Copy every line of the records below that holds the word "labels".

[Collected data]
━━━━━━━━
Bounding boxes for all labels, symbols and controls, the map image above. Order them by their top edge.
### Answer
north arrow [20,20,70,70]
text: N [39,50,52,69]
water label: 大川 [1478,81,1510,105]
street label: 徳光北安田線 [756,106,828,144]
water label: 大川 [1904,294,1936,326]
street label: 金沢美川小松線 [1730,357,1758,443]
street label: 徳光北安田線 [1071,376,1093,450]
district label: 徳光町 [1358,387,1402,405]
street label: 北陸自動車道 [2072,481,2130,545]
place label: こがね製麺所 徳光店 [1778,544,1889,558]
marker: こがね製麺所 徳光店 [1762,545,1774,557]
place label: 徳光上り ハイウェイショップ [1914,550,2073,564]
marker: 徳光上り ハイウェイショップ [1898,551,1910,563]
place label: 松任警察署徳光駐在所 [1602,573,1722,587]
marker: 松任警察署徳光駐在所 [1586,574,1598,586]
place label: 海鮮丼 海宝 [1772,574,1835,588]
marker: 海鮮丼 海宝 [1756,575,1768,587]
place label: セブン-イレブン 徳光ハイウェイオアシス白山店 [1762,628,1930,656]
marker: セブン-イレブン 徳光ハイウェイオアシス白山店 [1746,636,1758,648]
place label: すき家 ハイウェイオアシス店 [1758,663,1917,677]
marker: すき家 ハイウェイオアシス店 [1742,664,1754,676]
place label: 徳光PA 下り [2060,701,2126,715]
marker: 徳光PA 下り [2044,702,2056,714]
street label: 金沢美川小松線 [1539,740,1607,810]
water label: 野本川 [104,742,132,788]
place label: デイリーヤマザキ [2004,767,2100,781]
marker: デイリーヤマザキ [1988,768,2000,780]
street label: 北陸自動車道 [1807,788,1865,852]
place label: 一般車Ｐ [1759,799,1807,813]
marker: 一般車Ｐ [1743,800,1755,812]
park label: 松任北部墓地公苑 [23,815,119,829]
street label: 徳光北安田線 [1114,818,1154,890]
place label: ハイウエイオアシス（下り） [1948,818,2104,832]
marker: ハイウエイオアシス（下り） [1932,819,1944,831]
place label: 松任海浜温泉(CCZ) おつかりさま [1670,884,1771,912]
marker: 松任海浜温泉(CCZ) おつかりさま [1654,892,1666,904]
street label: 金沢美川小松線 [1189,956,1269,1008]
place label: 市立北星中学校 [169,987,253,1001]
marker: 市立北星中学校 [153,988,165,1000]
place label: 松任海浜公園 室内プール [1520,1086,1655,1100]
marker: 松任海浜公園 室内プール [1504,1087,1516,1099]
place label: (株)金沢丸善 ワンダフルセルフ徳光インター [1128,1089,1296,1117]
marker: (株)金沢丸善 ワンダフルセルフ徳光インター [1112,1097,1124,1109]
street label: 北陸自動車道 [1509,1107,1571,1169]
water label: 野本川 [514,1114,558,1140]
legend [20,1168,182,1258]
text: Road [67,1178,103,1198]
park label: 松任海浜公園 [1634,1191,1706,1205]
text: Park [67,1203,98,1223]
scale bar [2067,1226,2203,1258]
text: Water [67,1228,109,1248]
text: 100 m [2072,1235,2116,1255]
━━━━━━━━
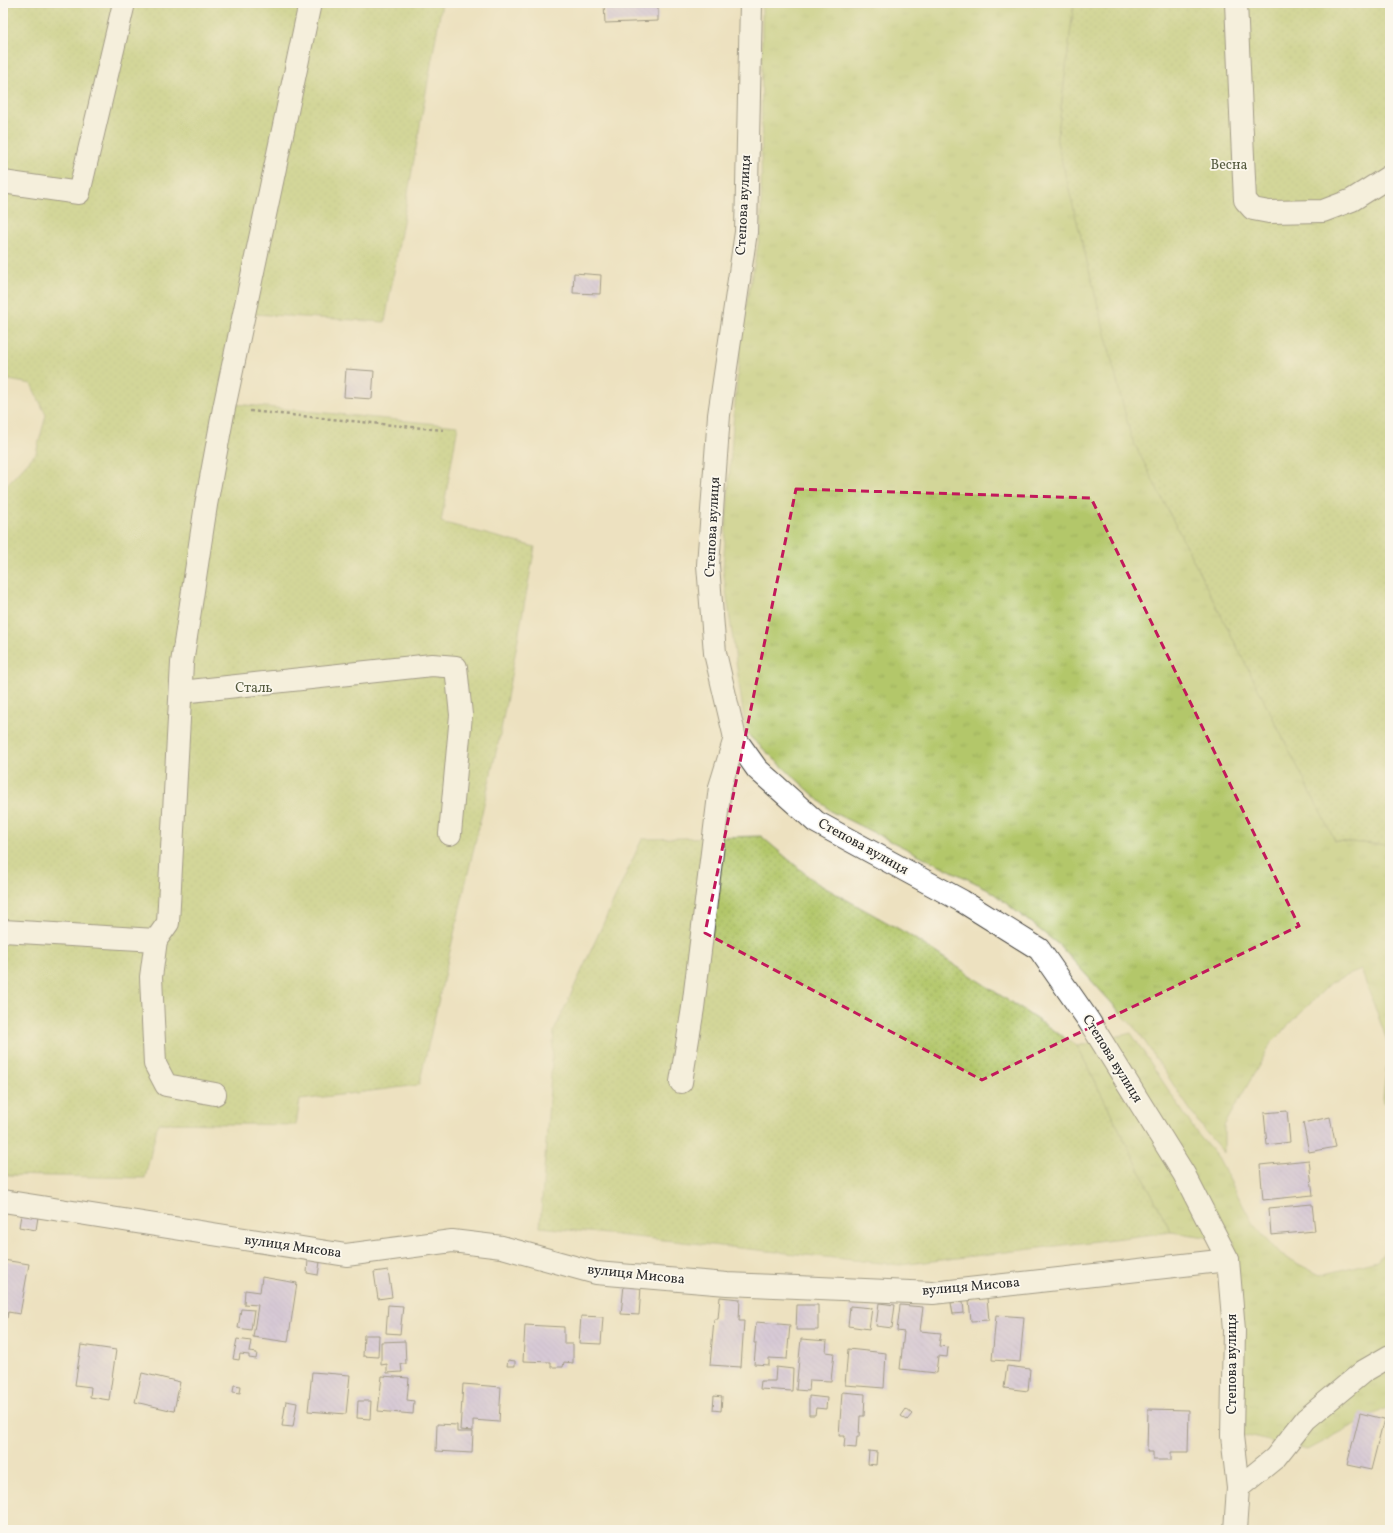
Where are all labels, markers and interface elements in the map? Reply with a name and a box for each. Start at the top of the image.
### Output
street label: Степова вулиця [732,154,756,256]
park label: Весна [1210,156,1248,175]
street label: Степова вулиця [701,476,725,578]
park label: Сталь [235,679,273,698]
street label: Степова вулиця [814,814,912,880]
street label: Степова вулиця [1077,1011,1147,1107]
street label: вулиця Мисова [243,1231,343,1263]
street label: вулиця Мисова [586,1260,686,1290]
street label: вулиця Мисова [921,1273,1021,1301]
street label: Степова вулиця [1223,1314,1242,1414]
━━━━━━━━
• **Finished task**:
Bounding boxes for all labels, symbols and controls, the map image above. Order them by their top edge.
Where are all labels, markers and interface elements in the map? Reply with a name and a box for each. Start at the top of the image.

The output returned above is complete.